Now that we have developed classes to help us interact for both the Fitbit and Strava API, we need a way to store that data where it is easily accessible. In order to do so we will roll out a postgres database on docker and use sqlalchemy to simplify our interactions with the db.
Project Organization
Since eventually I want to setup a flask website to display the information, I will start setting up the project as a flask application factory and separating into modules. There are much better tutorials out there for how to set it up and I recommend searching for them.
At this point my project structure looks as follows.
\app
\static
\examples
\js
\stats
__init__.py
models.py
\templates
__init__.py
stats_con.py
tasks.py
Test DB setup
Since we are still in the development stages we choose to roll out a docker based db (in this case Postgres).
We can spin up the container with the following command
docker run --name sqlalchemy-orm-psql -e
POSTGRES_PASSWORD=pass -e POSTGRES_USER=usr -e
POSTGRES_DB=sqlalchemy -p 5432:5432 -d postgres
This will initialize postgres database at localhost:5432 a username named usr and set its password as pass, finally it will also create a database called sqlalchemy.
Creating the sqlalchemy classes
SQLAlchemy is a great tool for setting up our database interactions and tables (it also has a very useful flask plugin for down the line).
The first step is setting up classes to allow us to interact with the database and to function as representations of our tables.
Since this isn't a particularly complex projects I only setup one folder to contain my classes under the stats
folder, making sure to create the __init__.py
to treat it as a module.
Upper Level Initialization
Since I will eventually move everything to flask, we want to start enough to it. Under the app subfolder we want to create an __init__.py
file to initialize properly and allow for imports into the sqlalchemny classes.
All we are doing in this file is creating the database connection and setting its parameters.
We import sqlalchemy and create the engine using the previously created postgres db URI.
from sqlalchemy import create_engine
from sqlalchemy.ext.declarative import declarative_base
from sqlalchemy.orm import sessionmaker
engine = create_engine('postgresql://usr:pass@localhost:5432/sqlalchemy')
We use this engine to create session which allows us to run queries against the database and functions as our main connection to it.
Session = sessionmaker(bind=engine)
Finally we create a Base
, from the declarative_base()
function.
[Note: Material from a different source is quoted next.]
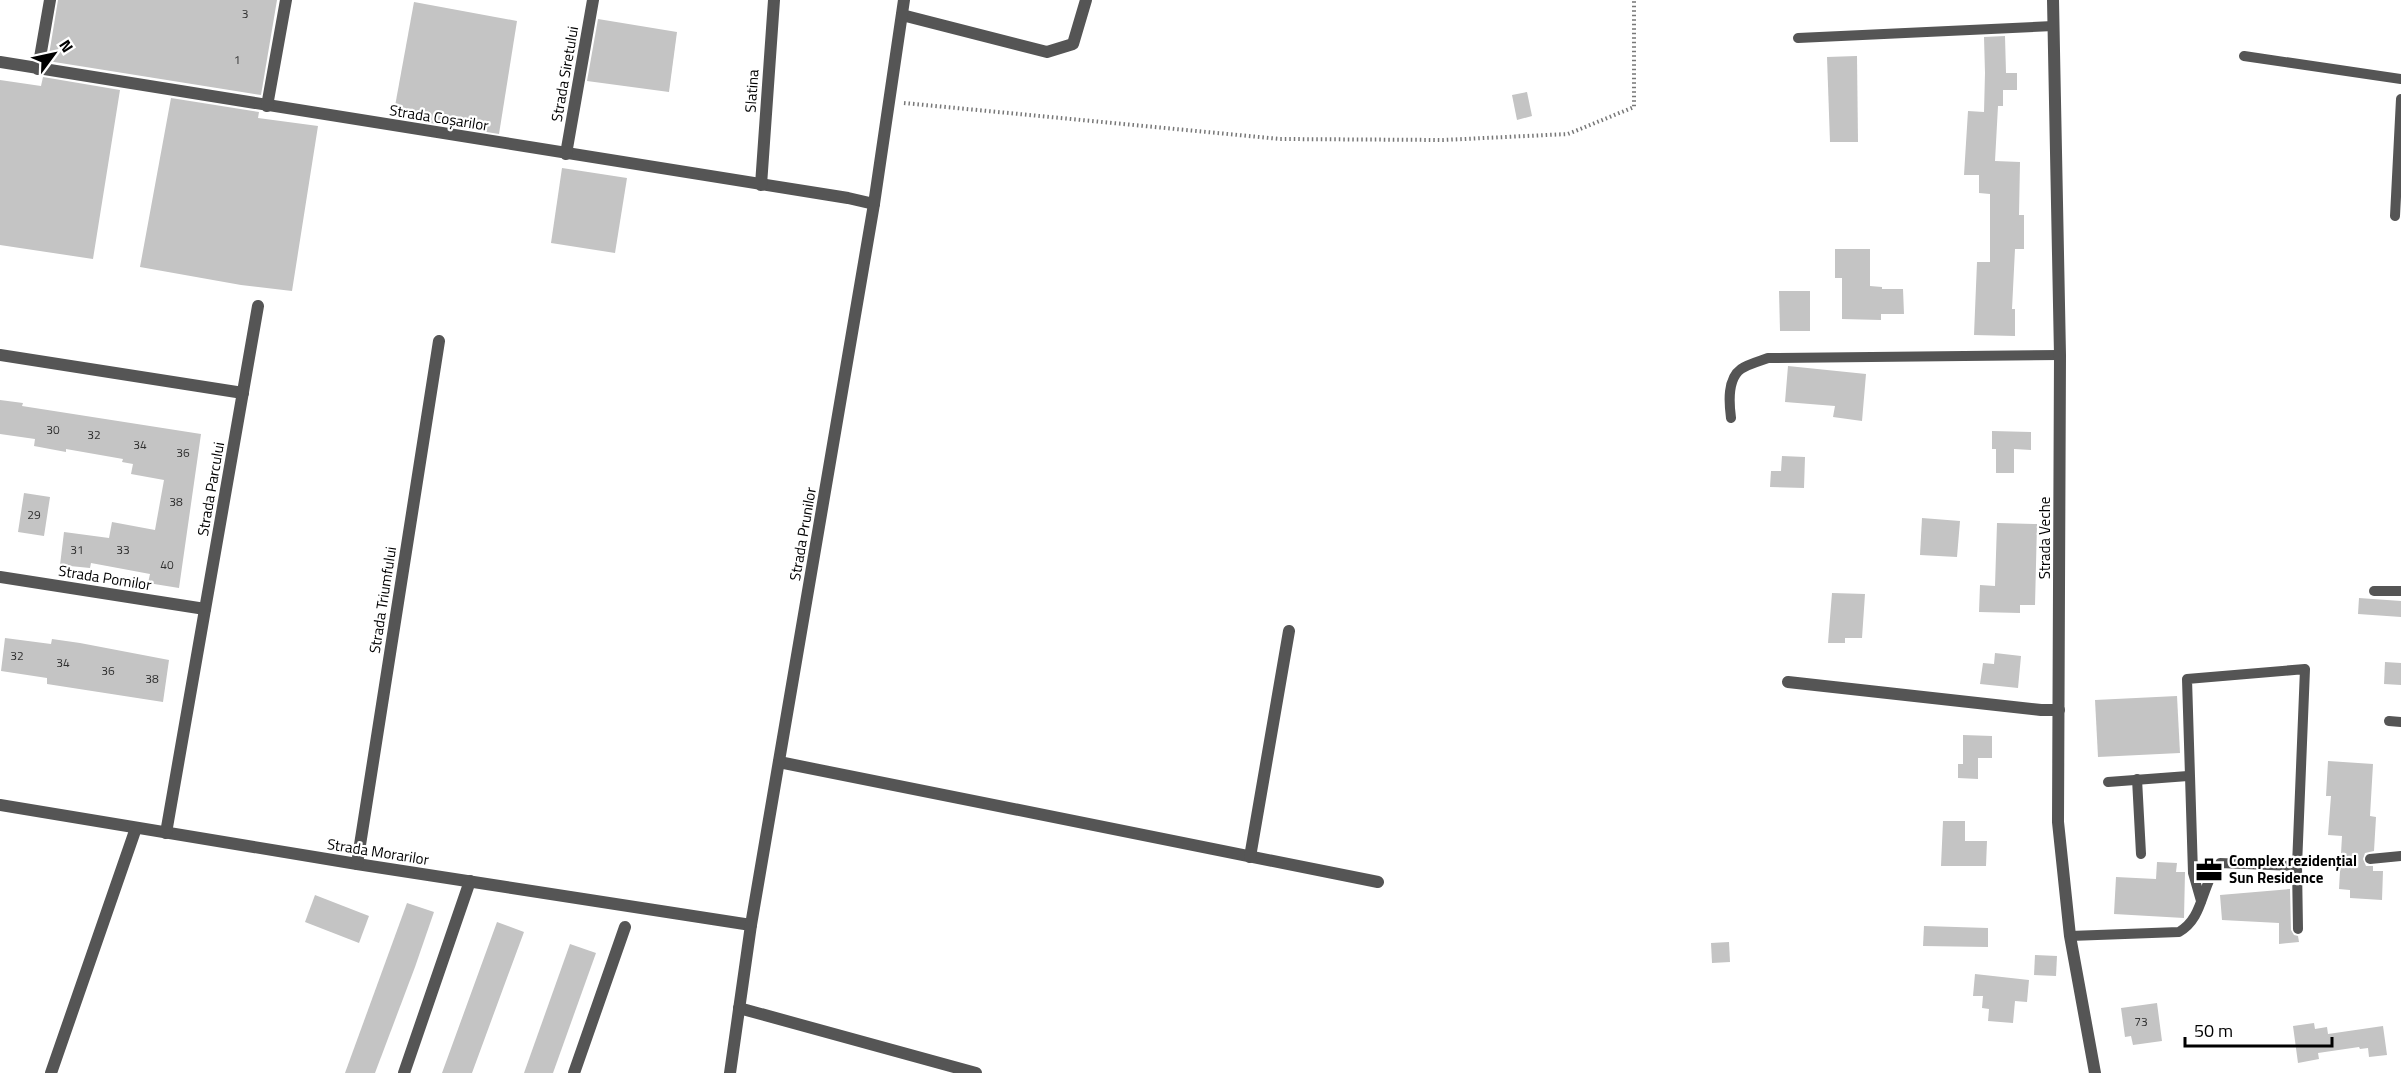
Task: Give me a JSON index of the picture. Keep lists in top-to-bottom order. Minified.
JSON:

This creates the base for our classes. This makes sure that the correct Table objects are created and properly maps our objects to the database.
Base=declarative_base()
This more than likely will be changed when using flask since flask-alchemy has additional functionality tied to using db.Model as opposed to Base=declarative_base()
Fitbit Classes
Now that we have initialize the connection to our database and created the base factory we can create the actual classes for our data.
First we import our Base object and the necessary sqlalchemy.
from .. import Base
from sqlalchemy import BigInteger, Column, String, Integer, ForeignKey, Float, DateTime, TIMESTAMP, func, Time
class Fitbit_Weight(Base):
__tablename__='fitbit_weight'
id=Column(BigInteger(), primary_key=True)
weight=Column(Float(), nullable=False)
bmi=Column(Float())
fat=Column(Float())
record_date=Column(DateTime())
record_time=Column(Time())
last_time = Column(TIMESTAMP, server_default=func.now(), onupdate=func.current_timestamp())
def __repr__(self):
return "<FITBIT WEIGHT '%s', weight='%s', bmi='%s', date='%s'>"%(self.id, self.weight, self.bmi, self.record_date)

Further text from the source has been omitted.